Captain Frank Lacey is home with his family.

The flour department of the mill of Wagaman Brothers broke down on Friday. The extent of the damage is not yet known.

Rev. Frank Holland, M. P. minister at Harbeson, has been quite ill for some time. He is reported to be convalescing.

Presiding Elder Baker preached at the M. E. Church on Sunday morning.

The platform at the railroad station, which has been in a dangerous condition for some time, has been repaired.

Miss Sallie R. Donovan died at the home of her parents at Harbeson, on Thursday of consumption, aged 20 years, 3 months, and 5 days. Funeral services were held at Beaver Dam M. P. Church on Sunday by the Rev. Mr. Brynn, of Georgetown, and interment made in the cemetery adjoining. S. J Wilson funeral director. Milton Lodge, Daughters of America, of which the deceased was a member, was present to pay its last respects to its fallen member, and donated a wreath of enameled metallic flowers to her memory. The wreath was placed upon the grave and will remain there indefinitely. The pall-bearers were ladies of the lodge, viz – Miss Edna Johnson, Miss Fanny Leonard, Miss Emma Clendaniel, Miss Lucinda Stevens, Miss Hessie Argo, of Milton, and Miss Eliza Wilson, of Harbeson. Miss Maggie Fowler was marshal, and Miss Hettie J. Conner was chaplain, and read the burial services of the Order at the grave.

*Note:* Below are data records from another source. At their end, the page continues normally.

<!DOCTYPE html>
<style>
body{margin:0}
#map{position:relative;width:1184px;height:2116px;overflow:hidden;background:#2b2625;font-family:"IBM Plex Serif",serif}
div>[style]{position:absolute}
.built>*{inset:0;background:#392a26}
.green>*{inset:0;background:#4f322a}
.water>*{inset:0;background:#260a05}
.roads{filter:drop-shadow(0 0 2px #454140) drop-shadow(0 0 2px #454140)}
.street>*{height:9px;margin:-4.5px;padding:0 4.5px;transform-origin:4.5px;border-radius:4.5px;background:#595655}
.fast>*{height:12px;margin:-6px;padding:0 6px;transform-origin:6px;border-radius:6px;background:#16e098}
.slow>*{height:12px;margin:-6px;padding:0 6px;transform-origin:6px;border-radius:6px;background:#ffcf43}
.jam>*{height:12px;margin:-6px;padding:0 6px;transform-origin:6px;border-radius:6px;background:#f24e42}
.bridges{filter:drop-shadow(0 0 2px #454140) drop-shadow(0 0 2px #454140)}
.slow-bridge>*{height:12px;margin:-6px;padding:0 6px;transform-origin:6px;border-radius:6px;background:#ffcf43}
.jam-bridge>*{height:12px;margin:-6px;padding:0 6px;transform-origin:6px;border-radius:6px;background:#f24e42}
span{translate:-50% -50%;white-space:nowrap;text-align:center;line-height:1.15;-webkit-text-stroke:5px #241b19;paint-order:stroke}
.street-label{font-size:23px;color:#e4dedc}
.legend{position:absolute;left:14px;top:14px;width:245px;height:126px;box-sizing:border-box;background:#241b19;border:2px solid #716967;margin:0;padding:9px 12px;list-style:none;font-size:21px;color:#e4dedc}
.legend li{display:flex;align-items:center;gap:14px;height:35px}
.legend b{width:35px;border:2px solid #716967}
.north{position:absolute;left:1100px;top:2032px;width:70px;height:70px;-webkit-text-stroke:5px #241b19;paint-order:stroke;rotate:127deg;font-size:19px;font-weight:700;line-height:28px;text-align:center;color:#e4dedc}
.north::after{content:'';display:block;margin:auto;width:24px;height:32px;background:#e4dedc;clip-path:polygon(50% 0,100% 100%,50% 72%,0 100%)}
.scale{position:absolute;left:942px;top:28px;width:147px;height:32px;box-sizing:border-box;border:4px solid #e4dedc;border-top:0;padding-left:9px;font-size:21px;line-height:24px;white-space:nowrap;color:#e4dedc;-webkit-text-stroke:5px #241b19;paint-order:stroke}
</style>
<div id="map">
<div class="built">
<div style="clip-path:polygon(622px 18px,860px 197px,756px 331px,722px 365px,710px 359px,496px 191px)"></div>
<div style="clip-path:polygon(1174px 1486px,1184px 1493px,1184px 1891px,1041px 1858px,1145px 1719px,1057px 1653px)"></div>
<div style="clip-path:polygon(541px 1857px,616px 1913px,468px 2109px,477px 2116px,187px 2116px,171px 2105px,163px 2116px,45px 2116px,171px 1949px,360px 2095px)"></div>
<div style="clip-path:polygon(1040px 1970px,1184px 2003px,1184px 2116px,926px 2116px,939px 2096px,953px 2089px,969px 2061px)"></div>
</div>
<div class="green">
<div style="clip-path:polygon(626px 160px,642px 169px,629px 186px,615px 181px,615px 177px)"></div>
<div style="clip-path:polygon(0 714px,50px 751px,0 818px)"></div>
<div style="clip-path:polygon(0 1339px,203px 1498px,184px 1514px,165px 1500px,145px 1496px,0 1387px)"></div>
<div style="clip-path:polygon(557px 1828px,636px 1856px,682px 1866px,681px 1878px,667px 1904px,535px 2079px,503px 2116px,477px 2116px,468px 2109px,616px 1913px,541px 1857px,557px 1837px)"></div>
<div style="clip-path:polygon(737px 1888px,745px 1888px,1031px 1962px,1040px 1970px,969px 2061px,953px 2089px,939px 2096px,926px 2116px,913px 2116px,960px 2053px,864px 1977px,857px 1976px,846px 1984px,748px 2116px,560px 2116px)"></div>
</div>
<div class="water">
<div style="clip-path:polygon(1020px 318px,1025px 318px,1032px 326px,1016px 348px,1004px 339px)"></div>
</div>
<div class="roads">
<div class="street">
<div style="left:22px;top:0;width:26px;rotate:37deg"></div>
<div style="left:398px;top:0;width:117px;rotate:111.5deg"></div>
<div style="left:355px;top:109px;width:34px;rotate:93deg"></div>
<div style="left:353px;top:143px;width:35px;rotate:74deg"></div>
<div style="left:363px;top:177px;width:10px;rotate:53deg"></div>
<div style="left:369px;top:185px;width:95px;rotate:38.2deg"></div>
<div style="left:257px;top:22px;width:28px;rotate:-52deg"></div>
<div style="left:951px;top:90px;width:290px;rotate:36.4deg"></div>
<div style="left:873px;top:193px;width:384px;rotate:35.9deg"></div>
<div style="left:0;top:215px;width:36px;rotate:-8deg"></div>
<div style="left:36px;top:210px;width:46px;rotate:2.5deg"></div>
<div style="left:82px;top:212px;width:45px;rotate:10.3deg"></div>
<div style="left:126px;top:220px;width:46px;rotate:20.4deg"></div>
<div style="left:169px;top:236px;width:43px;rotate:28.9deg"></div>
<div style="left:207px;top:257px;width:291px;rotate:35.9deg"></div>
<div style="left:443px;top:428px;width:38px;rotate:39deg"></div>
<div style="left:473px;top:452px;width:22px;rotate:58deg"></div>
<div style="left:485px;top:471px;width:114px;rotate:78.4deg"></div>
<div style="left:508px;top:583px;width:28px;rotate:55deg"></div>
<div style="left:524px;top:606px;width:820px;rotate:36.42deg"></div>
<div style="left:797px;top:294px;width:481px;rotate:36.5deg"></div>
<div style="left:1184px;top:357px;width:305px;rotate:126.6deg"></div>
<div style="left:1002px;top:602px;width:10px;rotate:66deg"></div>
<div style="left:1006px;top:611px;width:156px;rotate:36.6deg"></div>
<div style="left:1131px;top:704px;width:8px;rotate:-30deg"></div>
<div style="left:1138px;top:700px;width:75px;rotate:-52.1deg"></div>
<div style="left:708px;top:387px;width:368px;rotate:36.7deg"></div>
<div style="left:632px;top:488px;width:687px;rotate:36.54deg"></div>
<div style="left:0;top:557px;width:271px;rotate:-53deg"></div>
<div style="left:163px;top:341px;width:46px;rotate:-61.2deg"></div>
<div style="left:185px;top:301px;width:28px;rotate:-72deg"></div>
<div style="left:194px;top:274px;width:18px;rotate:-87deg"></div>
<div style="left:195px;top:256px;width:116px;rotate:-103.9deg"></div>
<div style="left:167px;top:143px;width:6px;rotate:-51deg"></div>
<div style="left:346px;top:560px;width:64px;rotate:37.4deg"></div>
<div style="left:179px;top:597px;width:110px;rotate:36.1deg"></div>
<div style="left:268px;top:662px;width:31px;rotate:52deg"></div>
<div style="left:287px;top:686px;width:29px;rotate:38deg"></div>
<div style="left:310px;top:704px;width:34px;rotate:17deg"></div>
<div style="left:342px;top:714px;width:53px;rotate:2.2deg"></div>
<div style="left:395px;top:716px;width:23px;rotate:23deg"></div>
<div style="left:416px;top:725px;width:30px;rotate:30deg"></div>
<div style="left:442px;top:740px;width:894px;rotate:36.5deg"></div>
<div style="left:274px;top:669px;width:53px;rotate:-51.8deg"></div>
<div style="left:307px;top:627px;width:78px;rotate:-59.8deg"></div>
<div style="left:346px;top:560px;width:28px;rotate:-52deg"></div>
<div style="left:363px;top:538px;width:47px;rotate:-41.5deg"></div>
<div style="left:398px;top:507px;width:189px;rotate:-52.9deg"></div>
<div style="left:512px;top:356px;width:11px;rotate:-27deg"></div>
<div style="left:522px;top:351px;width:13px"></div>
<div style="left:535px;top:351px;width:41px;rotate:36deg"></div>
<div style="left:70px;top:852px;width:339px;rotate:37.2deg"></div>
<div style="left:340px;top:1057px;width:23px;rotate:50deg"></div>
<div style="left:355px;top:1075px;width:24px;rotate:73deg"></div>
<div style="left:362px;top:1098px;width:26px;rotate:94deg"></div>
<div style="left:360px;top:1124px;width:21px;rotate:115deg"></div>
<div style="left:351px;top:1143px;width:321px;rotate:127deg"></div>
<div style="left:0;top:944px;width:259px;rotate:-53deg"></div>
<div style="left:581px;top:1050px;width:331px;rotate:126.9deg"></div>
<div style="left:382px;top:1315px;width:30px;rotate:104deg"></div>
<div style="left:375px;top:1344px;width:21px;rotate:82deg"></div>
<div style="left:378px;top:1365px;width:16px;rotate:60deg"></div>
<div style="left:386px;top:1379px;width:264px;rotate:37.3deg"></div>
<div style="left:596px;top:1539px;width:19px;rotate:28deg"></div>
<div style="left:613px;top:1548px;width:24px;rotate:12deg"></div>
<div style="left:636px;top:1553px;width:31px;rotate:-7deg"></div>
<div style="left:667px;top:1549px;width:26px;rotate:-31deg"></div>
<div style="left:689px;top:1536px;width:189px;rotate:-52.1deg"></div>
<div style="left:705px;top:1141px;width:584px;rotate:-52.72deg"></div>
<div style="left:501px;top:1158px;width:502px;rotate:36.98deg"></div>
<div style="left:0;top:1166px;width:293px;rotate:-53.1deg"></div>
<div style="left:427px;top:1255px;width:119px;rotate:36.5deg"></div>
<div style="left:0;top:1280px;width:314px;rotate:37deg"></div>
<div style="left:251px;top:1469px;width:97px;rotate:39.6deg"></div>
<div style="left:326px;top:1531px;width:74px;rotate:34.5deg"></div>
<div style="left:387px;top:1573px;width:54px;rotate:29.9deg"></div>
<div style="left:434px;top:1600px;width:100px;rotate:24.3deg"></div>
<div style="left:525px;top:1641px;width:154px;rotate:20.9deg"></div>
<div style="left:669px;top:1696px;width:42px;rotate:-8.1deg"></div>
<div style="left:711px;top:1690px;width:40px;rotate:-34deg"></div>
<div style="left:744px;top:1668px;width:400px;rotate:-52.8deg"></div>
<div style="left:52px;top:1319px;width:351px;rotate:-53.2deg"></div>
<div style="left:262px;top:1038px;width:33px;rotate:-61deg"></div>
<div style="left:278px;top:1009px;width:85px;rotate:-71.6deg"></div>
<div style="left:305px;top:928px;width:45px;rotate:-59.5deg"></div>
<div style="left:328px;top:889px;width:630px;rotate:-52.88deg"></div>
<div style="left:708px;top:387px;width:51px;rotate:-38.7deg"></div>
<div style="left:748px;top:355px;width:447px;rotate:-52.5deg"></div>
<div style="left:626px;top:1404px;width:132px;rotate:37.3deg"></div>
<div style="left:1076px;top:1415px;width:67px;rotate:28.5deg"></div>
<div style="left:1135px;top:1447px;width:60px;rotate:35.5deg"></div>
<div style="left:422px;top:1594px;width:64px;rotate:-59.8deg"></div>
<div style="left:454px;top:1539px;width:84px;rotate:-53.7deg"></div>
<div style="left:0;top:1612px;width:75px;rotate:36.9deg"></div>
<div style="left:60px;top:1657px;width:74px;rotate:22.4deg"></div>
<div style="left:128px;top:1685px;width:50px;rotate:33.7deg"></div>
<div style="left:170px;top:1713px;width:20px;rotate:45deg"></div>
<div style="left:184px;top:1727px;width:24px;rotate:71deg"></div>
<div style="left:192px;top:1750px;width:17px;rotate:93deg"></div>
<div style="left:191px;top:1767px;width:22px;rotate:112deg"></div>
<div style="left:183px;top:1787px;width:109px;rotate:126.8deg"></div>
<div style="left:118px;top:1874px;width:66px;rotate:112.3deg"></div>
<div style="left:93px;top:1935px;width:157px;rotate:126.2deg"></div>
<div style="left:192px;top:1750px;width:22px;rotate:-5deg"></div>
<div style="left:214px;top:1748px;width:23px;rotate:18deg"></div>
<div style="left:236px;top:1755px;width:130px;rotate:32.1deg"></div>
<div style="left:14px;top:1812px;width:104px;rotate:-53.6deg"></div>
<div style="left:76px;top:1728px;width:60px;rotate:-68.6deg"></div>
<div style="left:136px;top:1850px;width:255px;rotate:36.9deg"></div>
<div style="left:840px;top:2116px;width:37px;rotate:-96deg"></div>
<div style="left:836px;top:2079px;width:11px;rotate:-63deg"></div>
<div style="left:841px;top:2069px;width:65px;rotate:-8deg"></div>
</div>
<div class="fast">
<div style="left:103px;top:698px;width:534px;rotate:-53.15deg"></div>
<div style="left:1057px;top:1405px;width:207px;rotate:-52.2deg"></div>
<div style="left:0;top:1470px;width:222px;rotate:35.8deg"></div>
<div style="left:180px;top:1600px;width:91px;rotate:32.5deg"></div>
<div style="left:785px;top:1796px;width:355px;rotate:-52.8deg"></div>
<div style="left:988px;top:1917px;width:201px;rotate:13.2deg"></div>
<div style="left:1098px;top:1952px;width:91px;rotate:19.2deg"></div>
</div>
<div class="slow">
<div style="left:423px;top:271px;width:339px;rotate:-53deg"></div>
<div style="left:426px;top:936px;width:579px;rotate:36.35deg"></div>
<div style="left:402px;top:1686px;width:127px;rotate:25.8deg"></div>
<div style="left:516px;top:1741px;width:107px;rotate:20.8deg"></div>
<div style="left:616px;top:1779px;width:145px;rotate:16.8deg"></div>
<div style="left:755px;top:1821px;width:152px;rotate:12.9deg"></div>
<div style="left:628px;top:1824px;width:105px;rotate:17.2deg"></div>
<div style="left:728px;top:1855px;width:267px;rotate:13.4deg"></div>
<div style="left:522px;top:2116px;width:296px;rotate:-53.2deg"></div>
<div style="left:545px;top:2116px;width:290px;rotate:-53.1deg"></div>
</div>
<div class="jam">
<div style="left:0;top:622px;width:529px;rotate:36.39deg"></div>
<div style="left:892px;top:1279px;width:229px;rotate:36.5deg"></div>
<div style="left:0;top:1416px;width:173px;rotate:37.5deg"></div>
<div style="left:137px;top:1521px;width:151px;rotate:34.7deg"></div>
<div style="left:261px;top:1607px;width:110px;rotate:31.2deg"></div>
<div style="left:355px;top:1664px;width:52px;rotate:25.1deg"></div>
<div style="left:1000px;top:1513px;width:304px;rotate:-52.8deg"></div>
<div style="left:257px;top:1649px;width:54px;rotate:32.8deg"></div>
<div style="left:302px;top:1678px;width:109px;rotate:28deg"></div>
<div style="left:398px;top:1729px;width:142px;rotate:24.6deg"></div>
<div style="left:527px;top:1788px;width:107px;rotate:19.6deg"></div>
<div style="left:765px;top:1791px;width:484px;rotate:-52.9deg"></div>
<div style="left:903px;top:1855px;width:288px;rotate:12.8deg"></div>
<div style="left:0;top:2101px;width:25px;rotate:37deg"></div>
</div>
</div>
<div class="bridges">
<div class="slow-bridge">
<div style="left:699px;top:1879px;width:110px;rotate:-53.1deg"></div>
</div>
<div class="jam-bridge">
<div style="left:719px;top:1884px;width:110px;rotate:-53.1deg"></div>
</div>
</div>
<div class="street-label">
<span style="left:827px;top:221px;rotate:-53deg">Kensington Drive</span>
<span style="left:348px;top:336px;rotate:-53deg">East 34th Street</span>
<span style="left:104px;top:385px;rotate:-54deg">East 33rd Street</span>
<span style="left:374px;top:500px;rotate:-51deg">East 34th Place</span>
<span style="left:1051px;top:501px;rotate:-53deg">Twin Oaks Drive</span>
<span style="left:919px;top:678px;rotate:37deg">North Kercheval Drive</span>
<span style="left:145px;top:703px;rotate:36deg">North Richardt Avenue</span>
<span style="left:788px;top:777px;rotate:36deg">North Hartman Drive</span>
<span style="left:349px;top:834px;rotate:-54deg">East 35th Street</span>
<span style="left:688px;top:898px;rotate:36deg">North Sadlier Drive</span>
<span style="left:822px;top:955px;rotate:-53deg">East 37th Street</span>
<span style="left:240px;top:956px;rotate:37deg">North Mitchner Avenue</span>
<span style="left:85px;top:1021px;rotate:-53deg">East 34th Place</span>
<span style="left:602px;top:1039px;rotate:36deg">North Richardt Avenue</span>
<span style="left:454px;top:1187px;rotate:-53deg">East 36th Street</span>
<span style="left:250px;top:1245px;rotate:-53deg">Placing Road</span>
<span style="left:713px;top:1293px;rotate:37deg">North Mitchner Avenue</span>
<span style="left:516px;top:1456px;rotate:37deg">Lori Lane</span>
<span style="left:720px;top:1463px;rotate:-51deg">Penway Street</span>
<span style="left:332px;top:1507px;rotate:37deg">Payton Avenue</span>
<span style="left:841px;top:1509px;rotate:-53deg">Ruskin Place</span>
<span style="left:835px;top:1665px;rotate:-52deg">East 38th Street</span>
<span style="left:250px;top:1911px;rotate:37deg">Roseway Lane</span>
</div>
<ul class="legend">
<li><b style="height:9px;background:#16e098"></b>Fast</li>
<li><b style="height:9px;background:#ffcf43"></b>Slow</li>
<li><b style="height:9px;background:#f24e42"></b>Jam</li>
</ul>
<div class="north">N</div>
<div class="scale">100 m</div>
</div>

The three-year-old child of Robert Nailor, living near Milton, was burned to death on Saturday afternoon. The facts in the case are few and meagre. The mother had gone from the house fora short time, and when she returned she found the house filled with smoke and the child lying on the door dead, completely baked. This is all that is known. How the child caught fire will always be one of the mysteries of the unknown. The funeral services were held at Zion M. E. Church on Monday afternoon. The Rev. Jesse Taylor officiating, and the remains were inhumed in the cemetery adjoining. S. J. Wilson funeral director.

Joseph Morris fell from a scaffold while working at the bank building on Saturday morning and struck aside the bearer of a lower scaffold injuring himself quite seriously. His daughter has been summoned from Camden, N. J.

On Friday the Rev. L. P. Corkran was summoned to attend the funeral of a relative at Preston, Md. He left on Saturday morning accompanied by Mrs. Corkran.

We reported last week that Messrs. Lingo & Hazzard had purchased the mercantile business of James H. Warrington. These gentlemen after the invoice, took possession of the store. After one or two days a technicality arose over the bargain and the purchasers retired from the store, giving to Mr. Warrington the keys; and, placing the goods in the hands of a middleman. Since then no adjustment of the difficulty has been arrived at, and the sale on Monday was declared off; and each party remains “in statu quo,” minus the cost of the invoice.

Captain James Darby left on Tuesday to visit his wife, who is very low with typhoid fever in Camden, N. J.

Justice-of-the-Peace Eli L. Collins, and D. A. Conner, attended Georgetown on Tuesday as witnesses before a Court of Inquisition held on the property and lands of the Delaware Hardware Company, located in and around Milton.